Sam's Club is laying off 2,300 workers as the warehouse club seeks to reduce the level of middle managers. The staff reduction is roughly 2% of Sam's workforce, and is the largest staff reduction by the retailer since 2010.
It is unclear if any of these layoffs will come from the corporate headquarters in Bentonville. The retailer has not returned multiple requests for additional information.
Bill Durling, a Sam’s Club spokesman, reportedly said the layoffs would target a combination of salaried assistant managers and hourly employees. Certain positions, like telephone attendants, will be eliminated.
“We realized we had pretty much the same club structure whether a club had $50 million in revenue or $100 million in revenue,” Durling said of the distribution of assistant managers. “What we’re trying to do is balance our resources.”

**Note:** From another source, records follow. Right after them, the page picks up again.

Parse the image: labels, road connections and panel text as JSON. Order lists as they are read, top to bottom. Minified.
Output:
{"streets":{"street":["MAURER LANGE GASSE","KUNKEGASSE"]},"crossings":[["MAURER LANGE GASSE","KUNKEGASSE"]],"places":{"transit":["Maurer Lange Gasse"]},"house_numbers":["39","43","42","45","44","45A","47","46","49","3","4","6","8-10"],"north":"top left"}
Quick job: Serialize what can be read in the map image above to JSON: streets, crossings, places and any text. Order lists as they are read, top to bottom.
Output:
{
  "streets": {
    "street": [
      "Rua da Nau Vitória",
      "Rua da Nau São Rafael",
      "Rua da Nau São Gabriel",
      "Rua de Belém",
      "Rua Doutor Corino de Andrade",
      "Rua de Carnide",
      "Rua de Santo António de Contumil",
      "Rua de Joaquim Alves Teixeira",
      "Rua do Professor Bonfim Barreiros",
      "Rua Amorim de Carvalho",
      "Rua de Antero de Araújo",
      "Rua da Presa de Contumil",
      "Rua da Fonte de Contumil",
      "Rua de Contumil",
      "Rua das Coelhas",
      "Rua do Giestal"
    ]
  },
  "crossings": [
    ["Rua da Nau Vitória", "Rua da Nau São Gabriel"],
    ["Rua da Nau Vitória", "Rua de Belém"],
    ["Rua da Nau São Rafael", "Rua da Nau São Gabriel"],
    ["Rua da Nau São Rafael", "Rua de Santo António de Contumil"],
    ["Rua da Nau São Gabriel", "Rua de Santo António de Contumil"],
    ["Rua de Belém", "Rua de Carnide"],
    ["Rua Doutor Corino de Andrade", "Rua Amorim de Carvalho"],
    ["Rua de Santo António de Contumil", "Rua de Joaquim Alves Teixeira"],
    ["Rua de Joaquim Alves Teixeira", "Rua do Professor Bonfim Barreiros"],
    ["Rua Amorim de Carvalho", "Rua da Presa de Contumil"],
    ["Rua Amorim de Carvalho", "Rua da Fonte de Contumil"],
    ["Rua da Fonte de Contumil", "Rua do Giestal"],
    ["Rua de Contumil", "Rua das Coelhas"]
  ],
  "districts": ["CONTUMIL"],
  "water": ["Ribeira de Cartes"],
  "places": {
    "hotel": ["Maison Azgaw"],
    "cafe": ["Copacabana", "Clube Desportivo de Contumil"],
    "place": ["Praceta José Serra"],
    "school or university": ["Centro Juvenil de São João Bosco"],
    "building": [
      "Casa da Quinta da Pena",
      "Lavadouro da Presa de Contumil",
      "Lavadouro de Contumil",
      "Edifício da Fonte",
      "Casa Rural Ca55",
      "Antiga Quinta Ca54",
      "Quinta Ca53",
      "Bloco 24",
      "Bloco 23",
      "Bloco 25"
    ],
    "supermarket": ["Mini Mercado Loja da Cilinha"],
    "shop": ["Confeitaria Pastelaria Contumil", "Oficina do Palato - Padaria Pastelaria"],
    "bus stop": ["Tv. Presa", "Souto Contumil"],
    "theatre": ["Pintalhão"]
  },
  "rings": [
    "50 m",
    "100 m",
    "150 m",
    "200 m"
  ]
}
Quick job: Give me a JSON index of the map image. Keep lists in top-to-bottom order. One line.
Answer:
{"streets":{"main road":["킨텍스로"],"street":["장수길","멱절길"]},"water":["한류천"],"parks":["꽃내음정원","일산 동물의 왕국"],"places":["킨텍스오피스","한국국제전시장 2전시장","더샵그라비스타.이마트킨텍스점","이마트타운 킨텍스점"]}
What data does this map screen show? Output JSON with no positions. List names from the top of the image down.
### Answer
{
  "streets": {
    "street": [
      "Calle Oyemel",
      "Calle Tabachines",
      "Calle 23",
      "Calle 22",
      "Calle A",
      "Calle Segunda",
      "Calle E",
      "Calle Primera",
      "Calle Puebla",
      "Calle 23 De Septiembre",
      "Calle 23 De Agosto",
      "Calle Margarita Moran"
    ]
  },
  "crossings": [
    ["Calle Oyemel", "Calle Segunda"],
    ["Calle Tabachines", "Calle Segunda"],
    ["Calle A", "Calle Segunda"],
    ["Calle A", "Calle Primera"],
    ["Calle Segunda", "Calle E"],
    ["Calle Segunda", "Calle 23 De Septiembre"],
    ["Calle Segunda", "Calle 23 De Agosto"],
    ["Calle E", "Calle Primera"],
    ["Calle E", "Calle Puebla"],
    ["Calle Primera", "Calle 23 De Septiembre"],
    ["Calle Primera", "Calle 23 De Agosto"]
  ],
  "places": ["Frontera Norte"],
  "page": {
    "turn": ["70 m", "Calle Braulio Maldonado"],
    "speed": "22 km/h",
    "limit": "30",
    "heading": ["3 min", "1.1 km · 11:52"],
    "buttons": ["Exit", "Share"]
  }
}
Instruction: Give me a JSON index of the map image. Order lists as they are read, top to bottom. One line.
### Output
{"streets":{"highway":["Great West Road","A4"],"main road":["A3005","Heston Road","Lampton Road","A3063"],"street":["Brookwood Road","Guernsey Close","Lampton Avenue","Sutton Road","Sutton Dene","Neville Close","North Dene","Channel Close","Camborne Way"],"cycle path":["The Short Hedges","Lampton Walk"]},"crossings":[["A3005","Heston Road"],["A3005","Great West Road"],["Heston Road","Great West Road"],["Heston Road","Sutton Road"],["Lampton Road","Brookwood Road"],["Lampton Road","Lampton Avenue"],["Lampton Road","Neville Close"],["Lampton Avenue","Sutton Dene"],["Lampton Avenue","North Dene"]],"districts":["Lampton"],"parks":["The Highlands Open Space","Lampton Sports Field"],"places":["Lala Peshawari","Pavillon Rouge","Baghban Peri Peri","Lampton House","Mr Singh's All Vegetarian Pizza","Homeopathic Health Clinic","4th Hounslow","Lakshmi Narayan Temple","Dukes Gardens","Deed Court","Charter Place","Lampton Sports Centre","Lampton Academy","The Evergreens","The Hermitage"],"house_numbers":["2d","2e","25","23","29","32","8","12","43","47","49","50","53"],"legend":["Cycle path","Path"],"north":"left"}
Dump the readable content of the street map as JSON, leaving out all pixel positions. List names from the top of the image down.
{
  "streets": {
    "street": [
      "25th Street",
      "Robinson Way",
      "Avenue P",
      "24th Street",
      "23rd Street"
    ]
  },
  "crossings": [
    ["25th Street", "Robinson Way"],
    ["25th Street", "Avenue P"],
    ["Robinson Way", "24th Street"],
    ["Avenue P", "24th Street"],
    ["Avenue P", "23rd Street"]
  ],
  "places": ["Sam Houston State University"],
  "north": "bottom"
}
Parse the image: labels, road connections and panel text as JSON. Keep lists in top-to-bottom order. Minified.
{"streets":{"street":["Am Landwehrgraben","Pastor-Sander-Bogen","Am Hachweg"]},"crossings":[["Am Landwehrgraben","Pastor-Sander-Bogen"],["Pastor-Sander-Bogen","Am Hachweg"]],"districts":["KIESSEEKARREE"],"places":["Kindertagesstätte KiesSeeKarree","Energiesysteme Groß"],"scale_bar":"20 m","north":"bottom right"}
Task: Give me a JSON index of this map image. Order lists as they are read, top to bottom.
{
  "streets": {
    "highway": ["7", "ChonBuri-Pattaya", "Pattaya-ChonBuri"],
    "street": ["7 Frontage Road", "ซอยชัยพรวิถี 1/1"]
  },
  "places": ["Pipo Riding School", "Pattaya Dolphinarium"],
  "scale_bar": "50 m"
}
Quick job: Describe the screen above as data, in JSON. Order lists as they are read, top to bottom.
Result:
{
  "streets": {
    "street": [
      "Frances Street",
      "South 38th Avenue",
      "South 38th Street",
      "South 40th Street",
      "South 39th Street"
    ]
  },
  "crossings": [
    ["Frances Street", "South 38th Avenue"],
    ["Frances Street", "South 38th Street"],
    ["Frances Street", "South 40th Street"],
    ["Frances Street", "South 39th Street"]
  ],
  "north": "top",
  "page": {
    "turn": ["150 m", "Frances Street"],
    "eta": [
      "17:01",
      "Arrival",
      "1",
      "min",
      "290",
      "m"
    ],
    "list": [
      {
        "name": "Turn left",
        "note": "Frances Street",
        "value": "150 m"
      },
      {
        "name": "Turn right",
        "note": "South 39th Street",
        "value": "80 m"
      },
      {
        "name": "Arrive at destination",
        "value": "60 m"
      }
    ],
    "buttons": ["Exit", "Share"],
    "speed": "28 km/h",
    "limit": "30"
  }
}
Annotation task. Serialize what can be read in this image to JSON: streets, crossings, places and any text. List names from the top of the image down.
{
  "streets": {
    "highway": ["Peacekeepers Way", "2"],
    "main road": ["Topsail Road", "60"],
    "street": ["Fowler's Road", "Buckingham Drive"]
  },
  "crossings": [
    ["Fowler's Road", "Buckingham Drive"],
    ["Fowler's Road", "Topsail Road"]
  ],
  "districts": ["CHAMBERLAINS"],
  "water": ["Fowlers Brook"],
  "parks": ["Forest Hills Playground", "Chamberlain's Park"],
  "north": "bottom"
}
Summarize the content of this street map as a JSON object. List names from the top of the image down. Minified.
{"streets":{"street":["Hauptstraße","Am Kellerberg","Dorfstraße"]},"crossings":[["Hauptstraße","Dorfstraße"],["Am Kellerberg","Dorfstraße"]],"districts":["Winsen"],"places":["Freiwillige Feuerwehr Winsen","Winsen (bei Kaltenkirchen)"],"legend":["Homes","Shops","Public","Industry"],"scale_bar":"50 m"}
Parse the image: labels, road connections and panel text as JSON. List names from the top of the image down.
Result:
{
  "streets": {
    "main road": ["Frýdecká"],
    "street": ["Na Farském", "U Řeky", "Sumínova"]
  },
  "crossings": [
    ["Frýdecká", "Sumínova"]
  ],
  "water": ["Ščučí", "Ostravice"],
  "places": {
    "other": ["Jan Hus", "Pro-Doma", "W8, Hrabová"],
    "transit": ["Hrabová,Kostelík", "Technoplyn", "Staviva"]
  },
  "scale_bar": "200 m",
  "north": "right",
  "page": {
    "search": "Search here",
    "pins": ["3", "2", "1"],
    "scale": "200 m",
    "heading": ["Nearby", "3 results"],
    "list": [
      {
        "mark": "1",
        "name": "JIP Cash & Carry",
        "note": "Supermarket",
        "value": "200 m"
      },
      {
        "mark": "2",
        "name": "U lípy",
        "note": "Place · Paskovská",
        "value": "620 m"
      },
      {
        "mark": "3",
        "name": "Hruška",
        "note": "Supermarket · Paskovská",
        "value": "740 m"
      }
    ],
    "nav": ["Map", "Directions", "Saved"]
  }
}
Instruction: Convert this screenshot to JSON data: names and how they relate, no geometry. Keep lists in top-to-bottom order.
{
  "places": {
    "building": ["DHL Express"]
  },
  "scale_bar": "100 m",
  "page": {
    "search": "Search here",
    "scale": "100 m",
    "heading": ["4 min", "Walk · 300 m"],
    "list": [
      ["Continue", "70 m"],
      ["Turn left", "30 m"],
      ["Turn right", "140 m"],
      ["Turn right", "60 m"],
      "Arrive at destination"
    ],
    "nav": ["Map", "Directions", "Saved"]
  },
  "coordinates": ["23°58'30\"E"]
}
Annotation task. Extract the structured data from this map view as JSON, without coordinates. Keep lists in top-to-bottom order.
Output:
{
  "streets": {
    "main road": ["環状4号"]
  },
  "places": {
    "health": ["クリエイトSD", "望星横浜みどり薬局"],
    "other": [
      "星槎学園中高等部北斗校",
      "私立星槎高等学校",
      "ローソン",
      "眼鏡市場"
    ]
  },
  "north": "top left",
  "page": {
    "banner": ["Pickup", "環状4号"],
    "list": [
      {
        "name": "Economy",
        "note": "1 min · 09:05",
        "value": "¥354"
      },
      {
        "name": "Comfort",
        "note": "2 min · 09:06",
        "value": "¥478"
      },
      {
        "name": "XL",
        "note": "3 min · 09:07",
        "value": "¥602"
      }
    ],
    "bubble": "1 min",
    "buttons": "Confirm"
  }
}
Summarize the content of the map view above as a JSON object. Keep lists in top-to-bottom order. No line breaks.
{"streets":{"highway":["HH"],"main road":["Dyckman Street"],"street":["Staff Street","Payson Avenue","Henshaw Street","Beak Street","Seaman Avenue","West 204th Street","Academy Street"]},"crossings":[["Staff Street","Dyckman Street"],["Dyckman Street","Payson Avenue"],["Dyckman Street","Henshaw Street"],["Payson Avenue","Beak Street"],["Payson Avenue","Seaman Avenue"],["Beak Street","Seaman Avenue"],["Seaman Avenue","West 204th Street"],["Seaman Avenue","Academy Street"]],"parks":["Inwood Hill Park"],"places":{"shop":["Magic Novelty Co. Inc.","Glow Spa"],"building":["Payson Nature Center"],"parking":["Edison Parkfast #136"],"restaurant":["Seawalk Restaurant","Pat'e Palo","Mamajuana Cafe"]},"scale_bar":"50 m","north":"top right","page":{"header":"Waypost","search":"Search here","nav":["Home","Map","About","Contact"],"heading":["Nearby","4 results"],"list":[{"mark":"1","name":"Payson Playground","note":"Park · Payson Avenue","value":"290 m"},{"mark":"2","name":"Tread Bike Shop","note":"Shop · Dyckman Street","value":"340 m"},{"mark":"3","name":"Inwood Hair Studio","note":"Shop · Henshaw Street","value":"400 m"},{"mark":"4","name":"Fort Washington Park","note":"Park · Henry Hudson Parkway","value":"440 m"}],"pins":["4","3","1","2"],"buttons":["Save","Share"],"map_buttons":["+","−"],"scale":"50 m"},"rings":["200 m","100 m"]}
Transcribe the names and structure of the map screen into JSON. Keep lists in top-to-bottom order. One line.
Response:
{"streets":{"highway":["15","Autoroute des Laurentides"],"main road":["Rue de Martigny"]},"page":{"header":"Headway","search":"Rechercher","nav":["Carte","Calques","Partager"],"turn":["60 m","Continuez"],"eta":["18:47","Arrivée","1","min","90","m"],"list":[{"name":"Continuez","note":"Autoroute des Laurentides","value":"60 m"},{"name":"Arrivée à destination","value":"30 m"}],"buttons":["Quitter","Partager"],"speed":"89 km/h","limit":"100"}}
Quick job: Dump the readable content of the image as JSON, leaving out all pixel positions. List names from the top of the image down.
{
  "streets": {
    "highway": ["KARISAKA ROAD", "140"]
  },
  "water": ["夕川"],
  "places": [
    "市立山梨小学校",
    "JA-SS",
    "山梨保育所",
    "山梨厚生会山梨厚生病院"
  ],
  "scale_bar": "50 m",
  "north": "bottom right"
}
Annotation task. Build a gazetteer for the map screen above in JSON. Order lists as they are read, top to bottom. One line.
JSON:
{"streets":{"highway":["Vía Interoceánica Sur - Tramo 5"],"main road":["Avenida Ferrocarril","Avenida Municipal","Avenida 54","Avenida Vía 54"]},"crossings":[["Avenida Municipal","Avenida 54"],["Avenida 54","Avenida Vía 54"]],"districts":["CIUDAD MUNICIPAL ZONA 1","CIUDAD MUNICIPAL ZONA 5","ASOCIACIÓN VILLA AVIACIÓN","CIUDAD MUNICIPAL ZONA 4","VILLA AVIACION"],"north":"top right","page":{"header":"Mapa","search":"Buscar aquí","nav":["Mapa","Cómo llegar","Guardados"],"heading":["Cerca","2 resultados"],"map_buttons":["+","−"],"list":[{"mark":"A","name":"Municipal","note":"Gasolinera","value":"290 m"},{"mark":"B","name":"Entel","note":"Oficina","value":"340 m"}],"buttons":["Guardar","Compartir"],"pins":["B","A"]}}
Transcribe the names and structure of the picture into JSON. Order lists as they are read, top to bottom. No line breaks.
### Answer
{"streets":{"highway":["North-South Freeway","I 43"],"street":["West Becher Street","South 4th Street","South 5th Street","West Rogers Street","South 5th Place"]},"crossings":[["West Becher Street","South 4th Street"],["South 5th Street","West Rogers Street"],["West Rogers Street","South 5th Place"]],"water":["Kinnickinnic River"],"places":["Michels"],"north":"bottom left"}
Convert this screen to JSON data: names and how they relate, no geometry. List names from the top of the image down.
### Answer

Sam’s Club, operating as division of Wal-Mart Stores Inc. has about 116,000 employees, Durling said, and the job cuts will affect about four employees a store. Employees will have 60 paid days to find another job at the company. If they are not successful, they will be eligible for severance.
Sam’s Club will open at least 15 new stores over the course of the next fiscal year, which begins in February.
Last year Wal-Mart Stores recorded sales of $466 billion, and $56.423 billion of that came from Sam’s Club. While Sam’s Club generates 12% of the sales revenue for the corporation, it only represents 7% of the retailer’s bottom line.
Under the direction of CEO Rosalind Brewer, Sam’s Club raised its annual membership fee last year to $45. The rate increase was softened with a coupon book offering $3,500 in savings. The rate increase had the potential to raise revenue by $82 million this year. Nearly half of $56 billion in revenue came from membership fees, according to Michael Dastugue, chief financial officer for Sam’s Club. He said in June there had been very little push back from the fee increase.
Analysts said this streamlining effort by Sam's Club is another tale-tell sign of troubles brewing in the retail sector. This announcement is third of its kind since the new year began.
Earlier this week Target announced said it would cut approximately 475 jobs from its corporate headquarters as part of a cost-cutting effort. Target also reduced its earnings guidance for the recent holiday period and through the first half of 2014 as it continues to deal with fallout from the massive security breach that impacted 110 million Target customers.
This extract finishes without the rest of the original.